CVE-2026-1495 is a vulnerability classified under CWE-532 (Insertion of Sensitive Information into Log File) affecting the AVEVA PI to CONNECT Agent. The flaw arises because the software logs sensitive proxy configuration details, including URLs and proxy credentials, into event log files without adequate protection. An attacker who has been granted membership in the Event Log Reader group (S-1-5-32-573) can access these logs and extract the sensitive information. This group typically has read access to event logs but is considered a limited privilege group, meaning the vulnerability can be exploited without administrative rights. The exposure of proxy credentials can lead to unauthorized access to proxy servers, which may serve as gateways to internal networks or critical systems. The vulnerability does not require user interaction and does not affect the integrity or availability of the system, but it compromises confidentiality. The CVSS v3.1 base score is 6.5, reflecting a medium severity level due to the combination of local access requirements and high confidentiality impact. No public exploits have been reported yet, and no patches are currently linked, indicating that mitigation relies on access control and monitoring until a vendor fix is released. This vulnerability is particularly relevant in industrial control system environments where AVEVA PI to CONNECT Agent is deployed for data integration and connectivity.

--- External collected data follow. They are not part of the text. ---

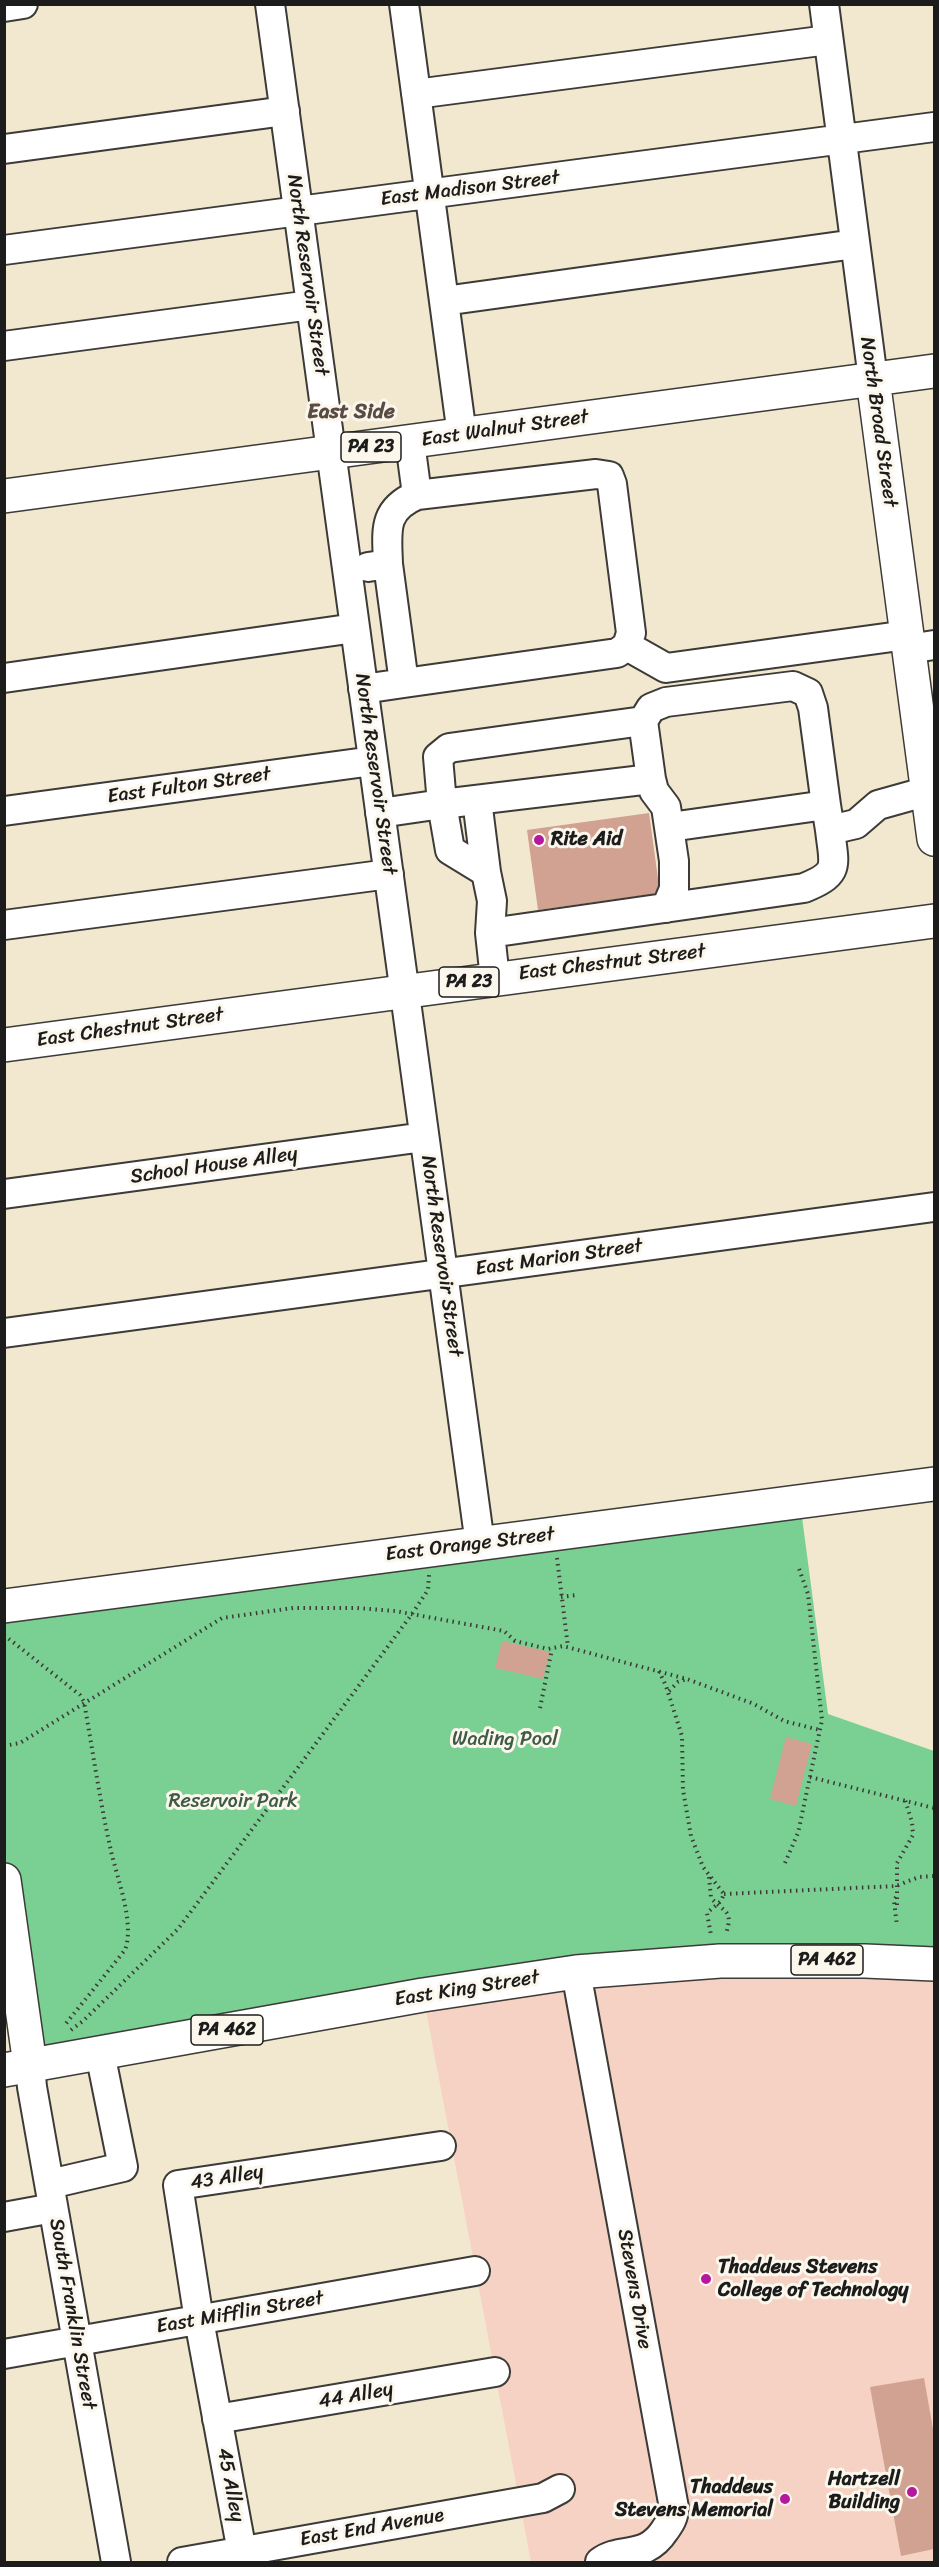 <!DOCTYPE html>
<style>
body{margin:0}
#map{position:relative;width:939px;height:2567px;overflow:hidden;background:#f2e8cf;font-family:Sriracha,sans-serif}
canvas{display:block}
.frame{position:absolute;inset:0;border:6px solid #1c1c1c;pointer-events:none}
</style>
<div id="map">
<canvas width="939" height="2567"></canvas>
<div class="frame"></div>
</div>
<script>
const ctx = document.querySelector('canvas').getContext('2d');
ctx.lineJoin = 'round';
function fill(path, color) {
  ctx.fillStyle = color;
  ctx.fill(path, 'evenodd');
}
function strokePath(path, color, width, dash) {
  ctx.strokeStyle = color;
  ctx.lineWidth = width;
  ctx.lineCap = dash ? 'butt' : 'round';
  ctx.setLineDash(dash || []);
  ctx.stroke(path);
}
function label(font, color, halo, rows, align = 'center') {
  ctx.font = font + ' Sriracha,sans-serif';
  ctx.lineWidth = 6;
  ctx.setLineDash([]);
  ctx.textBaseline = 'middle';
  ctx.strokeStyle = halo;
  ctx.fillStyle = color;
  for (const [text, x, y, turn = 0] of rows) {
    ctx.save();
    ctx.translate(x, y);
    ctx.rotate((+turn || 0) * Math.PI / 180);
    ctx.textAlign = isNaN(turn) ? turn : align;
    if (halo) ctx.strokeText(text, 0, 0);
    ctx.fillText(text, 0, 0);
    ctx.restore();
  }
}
const built = new Path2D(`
 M934,1964V2562H531L423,1995Z`);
const green = new Path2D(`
 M800,1502L828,1714L934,1751V1964L720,1961L30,2065L4,1880V1606Z`);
const building = new Path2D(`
 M649,813L660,893L538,910L527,830Z
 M502,1641L550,1652L543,1679L495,1668Z
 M786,1737L812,1744L796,1806L770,1799Z
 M924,2378L934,2435V2549L901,2556L870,2387Z`);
const path = new Path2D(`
 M557,1558L568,1647
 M561,1597L577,1595
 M4,1635L80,1695L84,1702C93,1752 100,1802 111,1851C117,1878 135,1923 125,1950L64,2026
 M659,1671L666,1686L682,1736L683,1790L691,1836L703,1867L724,1894L721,1901L707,1913L711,1935
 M669,1691L678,1682L687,1679
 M540,1708L552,1649
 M4,1746L20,1743L222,1618L293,1608H357L395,1611L504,1631L515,1641L548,1649L563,1646L687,1679L754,1704L784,1721L820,1730
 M810,1777L934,1808
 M785,1863L798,1833L822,1720L808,1594L798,1566
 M709,1877L711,1898C726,1914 733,1910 726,1934
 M724,1894L896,1886L919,1877L934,1876
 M896,1897L894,1901L897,1926
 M897,1905V1863L913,1835L912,1822L905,1800
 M71,2030L83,2021L178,1929L412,1614L428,1590L429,1575`);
const minor = new Path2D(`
 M270,4L480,1544
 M404,4L462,435
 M824,4L873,379
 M4,7L23,4
 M416,94L828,40
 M4,149L285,111
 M4,250L934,127
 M444,301L855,244
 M4,346L311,305
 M410,442L417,495
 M388,564C387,531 382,510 417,495L596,474L609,476L612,484L631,633L627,646L617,653L404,683
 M627,646L666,668L907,635
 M909,649L934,645
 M4,678L355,628
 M363,689L404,683L388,564L368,567
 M643,721L651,779
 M477,800L486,872
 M4,811L373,761
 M380,813L442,804L438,757L449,748L643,721L651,708L666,702L793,686L808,693L813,708L826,805
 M670,827L826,805L830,830L856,824L878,805L928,791
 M4,925L389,874
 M490,933L492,901L486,872L450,850L442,804L651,779L654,791L666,807L674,861V889L666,908
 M495,979L490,933L804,888C841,873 834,866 830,830
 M4,1194L424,1137
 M4,1333L934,1207
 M576,1972L674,2508C674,2517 670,2523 665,2530C645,2561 621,2546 600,2562
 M30,2065L32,2087L116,2562
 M50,2184L123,2167L100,2053
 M4,2217L53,2208
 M4,2354L475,2271
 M217,2419L495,2372
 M242,2552L199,2320L178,2185L441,2146
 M182,2562L543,2498L560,2489`);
const major = new Path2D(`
 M873,379L934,839
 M4,496L934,371
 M4,1045L934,921
 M4,1606L934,1484
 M4,1880L30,2065
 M4,2070L423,1995L576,1972L720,1961H865L934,1964`);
const markers = [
 [539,840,6,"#b5179e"],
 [706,2279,6,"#b5179e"],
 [912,2492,6,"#b5179e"],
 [785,2499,6,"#b5179e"]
];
const shields = [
 [371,447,60],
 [469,982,60],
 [827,1960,72],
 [227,2030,72]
];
const shieldNames = [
 ["PA 23",371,447],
 ["PA 23",469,982],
 ["PA 462",827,1960],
 ["PA 462",227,2030]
];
const streetNames = [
 ["East Madison Street",470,189,-7],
 ["North Reservoir Street",307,275,82],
 ["North Broad Street",878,422,82],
 ["East Walnut Street",505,429,-8],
 ["North Reservoir Street",375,774,82],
 ["East Fulton Street",189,786,-8],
 ["East Chestnut Street",612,963,-7],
 ["East Chestnut Street",130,1028,-8],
 ["School House Alley",214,1166,-8],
 ["North Reservoir Street",441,1256,82],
 ["East Marion Street",559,1258,-8],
 ["East Orange Street",470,1545,-7],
 ["East King Street",467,1989,-9],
 ["43 Alley",227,2178,-9],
 ["Stevens Drive",634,2289,80],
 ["East Mifflin Street",240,2313,-10],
 ["South Franklin Street",72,2314,80],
 ["44 Alley",356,2396,-10],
 ["45 Alley",230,2485,79],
 ["East End Avenue",372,2528,-10]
];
const poiNames = [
 ["Rite Aid",551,840],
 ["Thaddeus Stevens",718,2268],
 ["College of Technology",718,2291],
 ["Hartzell",900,2480,"right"],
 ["Building",900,2503,"right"],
 ["Thaddeus",773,2488,"right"],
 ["Stevens Memorial",773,2511,"right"]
];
const parkNames = [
 ["Wading Pool",505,1740],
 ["Reservoir Park",233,1802]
];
const neighbourhoodNames = [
 ["East Side",351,413]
];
fill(built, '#f6d2c4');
fill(green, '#7acf93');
fill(building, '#d1a192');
strokePath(minor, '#3c3b37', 32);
strokePath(major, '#3c3b37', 36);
strokePath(path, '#3c3b37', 4, [1.5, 4.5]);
strokePath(minor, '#fff', 28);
strokePath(major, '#fff', 33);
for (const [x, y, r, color] of markers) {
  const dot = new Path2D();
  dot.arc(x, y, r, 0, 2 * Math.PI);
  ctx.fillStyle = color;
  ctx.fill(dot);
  strokePath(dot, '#fbf7ec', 2);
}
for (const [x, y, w] of shields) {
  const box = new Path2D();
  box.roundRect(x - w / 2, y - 15, w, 30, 4.5);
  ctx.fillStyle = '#fbf7ec';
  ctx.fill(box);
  strokePath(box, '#1c1c1c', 1.5);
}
label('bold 18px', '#1c1c1c', null, shieldNames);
label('20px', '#1c1c1c', '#fbf7ec', streetNames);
label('bold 20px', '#1c1c1c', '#fbf7ec', poiNames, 'left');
label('20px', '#3d5b46', '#fbf7ec', parkNames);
label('bold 21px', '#5b4b45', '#fbf7ec', neighbourhoodNames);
</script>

For European organizations, especially those in industrial automation, manufacturing, energy, and critical infrastructure sectors, this vulnerability poses a significant risk to confidentiality. Unauthorized access to proxy credentials could allow attackers to pivot through proxy servers, potentially bypassing network segmentation and gaining access to sensitive internal systems. This could lead to further reconnaissance or lateral movement within networks, increasing the risk of data breaches or disruption of operational technology environments. Since the vulnerability requires only Event Log Reader privileges, which may be granted to various service accounts or users for legitimate monitoring purposes, the attack surface is broader than vulnerabilities requiring administrative access. The compromise of proxy credentials could also undermine network security controls, impacting compliance with European data protection regulations such as GDPR if sensitive data is exposed or intercepted. The lack of known exploits currently limits immediate risk, but the potential for escalation and lateral movement makes this a concern for European entities relying on AVEVA PI to CONNECT Agent.

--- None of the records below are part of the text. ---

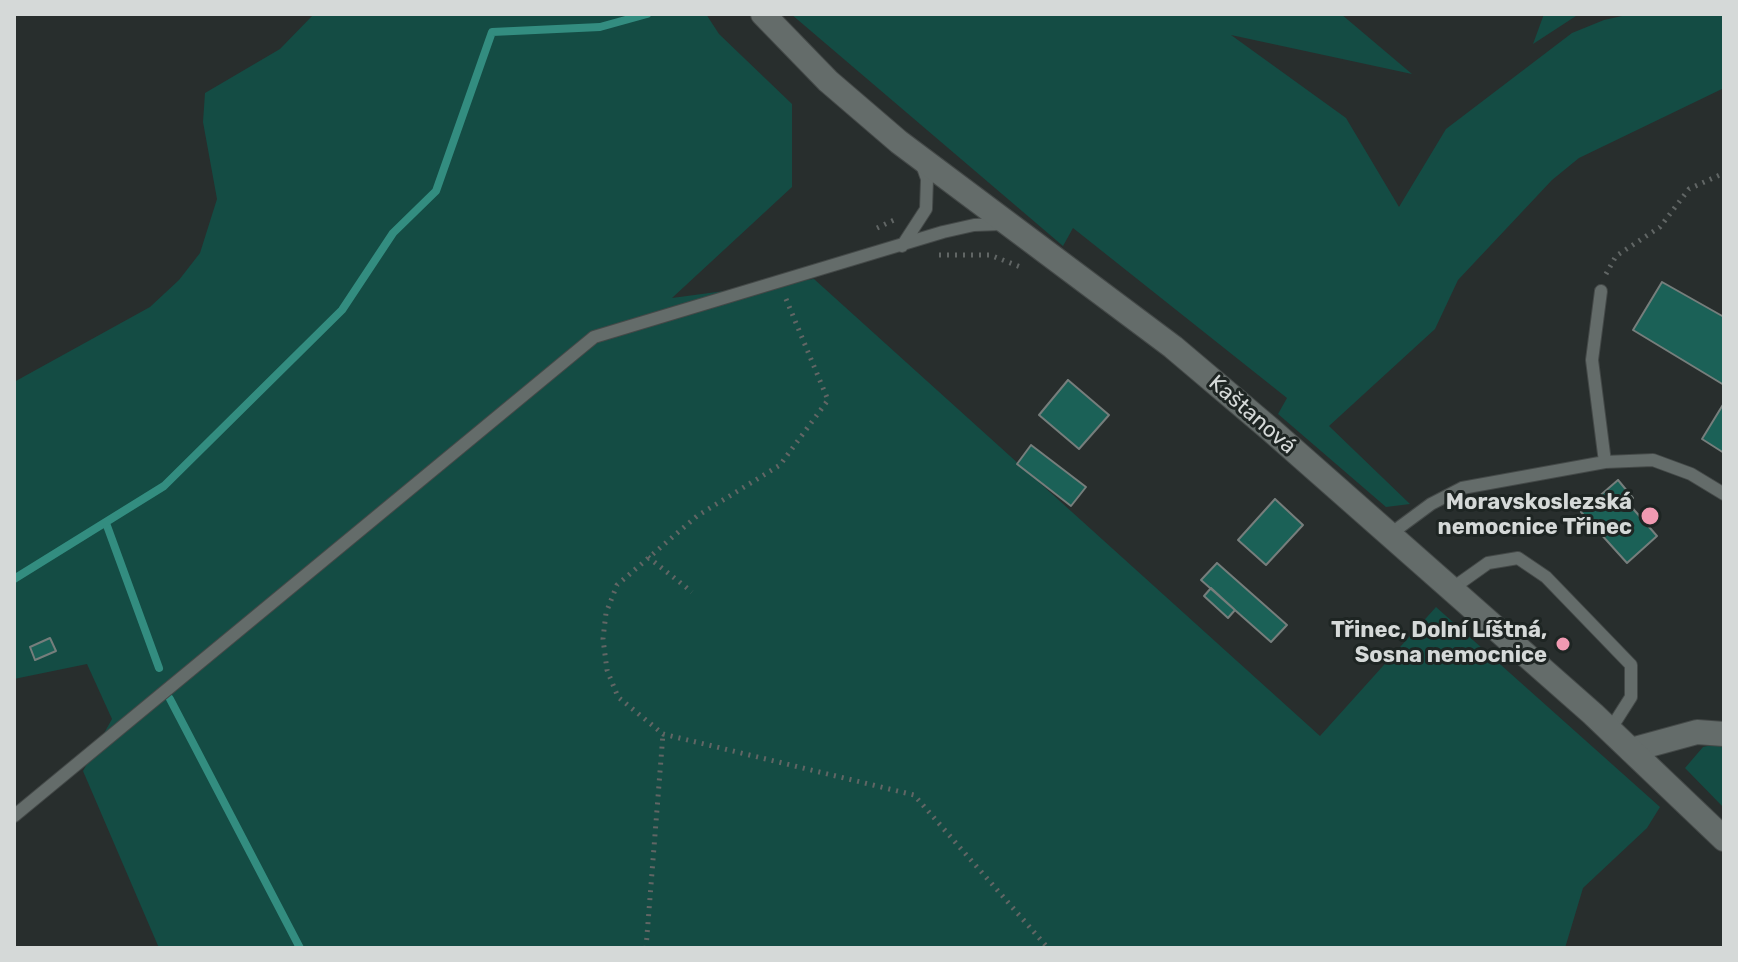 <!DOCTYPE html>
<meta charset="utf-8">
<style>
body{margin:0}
#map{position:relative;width:1738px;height:962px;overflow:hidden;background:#282e2d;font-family:Rubik,sans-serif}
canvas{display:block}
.frame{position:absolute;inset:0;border:16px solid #d5d9d8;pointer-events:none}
</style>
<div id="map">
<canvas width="1738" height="962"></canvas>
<div class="frame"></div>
</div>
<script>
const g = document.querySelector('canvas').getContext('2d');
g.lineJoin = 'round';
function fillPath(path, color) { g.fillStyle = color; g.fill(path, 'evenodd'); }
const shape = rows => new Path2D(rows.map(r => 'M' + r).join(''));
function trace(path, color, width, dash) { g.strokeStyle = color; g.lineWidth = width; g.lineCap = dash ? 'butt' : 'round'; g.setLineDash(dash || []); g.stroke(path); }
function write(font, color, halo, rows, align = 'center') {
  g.font = font + ' Rubik,sans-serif'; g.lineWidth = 6; g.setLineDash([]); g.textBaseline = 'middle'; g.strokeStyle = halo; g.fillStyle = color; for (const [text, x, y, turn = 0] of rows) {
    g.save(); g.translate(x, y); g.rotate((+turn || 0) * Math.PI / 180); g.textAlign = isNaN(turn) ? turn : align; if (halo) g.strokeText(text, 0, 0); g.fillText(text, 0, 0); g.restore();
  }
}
fillPath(shape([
 [314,14,706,14,719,34,792,104,792,187,672,298,814,279,1320,736,1436,607,1660,807,1647,828,1583,888,1565,948,159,948,83,771,112,719,87,664,14,679,14,382,150,307,179,280,200,253,217,199,203,122,205,93,280,49],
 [791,14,1341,14,1412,74,1231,35,1346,118,1399,207,1446,129,1572,33,1604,20,1631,14,1724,14,1724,88,1579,158,1552,180,1458,280,1435,329,1329,426,1410,504,1386,507,1278,414,1287,398,1073,228,1063,246],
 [1544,14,1579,14,1533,44],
 [1716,744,1724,745,1724,808,1685,768,1703,747]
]), '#144c44');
trace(shape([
 [106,523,159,668],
 [14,579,164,486,342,310,393,233,436,191,492,32,600,27,647,14],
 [170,699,300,948]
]), '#338d80', 8);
const building = shape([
 [1662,282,1724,317,1724,385,1633,330,1662,282],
 [1068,380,1109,415,1079,449,1039,415,1068,380],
 [1724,403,1724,453,1702,439,1724,403],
 [1031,445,1086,487,1071,506,1017,464,1031,445],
 [1618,480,1633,498,1628,503,1657,536,1627,563,1581,512,1618,480],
 [1275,499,1303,525,1266,565,1238,540,1275,499],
 [1217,563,1287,625,1271,642,1201,580,1217,563],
 [1211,588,1235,610,1228,618,1204,596,1211,588],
 [50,638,56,651,35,660,30,647,50,638]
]);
fillPath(building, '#1b6157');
trace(building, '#767e7c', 2);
const lane = shape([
 [902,246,926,209,927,179,922,165],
 [1601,291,1592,360,1605,462],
 [1389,535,1431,504,1462,488,1605,462,1653,460,1691,474,1724,494],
 [1450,590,1488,563,1518,558,1546,577,1631,665,1631,697,1610,730],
 [14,816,594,337,943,232,974,225,1002,224]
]);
const street = shape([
 [1631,750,1697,732,1724,734]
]);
const secondary = shape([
 [763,14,828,81,899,142,1173,347,1271,430,1593,714,1724,839]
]);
trace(lane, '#444948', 14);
trace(street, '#444948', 26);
trace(secondary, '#444948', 26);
trace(shape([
 [877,228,894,220],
 [939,255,990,255,1023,268],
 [1606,274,1616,256,1660,227,1689,189,1724,173],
 [786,299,828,400,780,465,697,516,617,585,606,613,603,639,607,670,618,697,663,734,914,795,1048,948],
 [648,557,692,592],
 [646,948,663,734]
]), '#616665', 5, [2, 6]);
trace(lane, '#646c6a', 12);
trace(street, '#646c6a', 24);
trace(secondary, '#646c6a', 24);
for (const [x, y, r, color] of [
 [1650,516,10,"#f19ab2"],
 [1563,644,8,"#f19ab2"]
]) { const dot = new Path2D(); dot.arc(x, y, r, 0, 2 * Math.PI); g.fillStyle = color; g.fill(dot); trace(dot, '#1e2523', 3); }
write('22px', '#d5d9d8', '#1e2523', [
 ["Kaštanová",1252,415,41]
]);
write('bold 22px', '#d5d9d8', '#1e2523', [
 ["Moravskoslezská",1632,503],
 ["nemocnice Třinec",1632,528],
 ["Třinec, Dolní Líštná,",1547,631],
 ["Sosna nemocnice",1547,656]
], 'right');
</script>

European organizations should immediately review and restrict membership of the Event Log Reader group to only trusted and necessary accounts, minimizing the number of users who can access event logs. Implement strict access controls and auditing on event log files to detect unauthorized access attempts. Employ network segmentation and proxy server hardening to limit the impact if credentials are compromised. Monitor logs for unusual access patterns to proxy servers and consider implementing multi-factor authentication on proxy access where possible. Coordinate with AVEVA to obtain and apply patches or updates as soon as they become available. Additionally, consider encrypting sensitive log data or redirecting logs to secure, access-controlled storage to reduce exposure. Conduct regular security awareness training for administrators and operators about the risks of privilege misuse and the importance of protecting event log access. Finally, integrate this vulnerability into vulnerability management and incident response plans to ensure timely detection and remediation.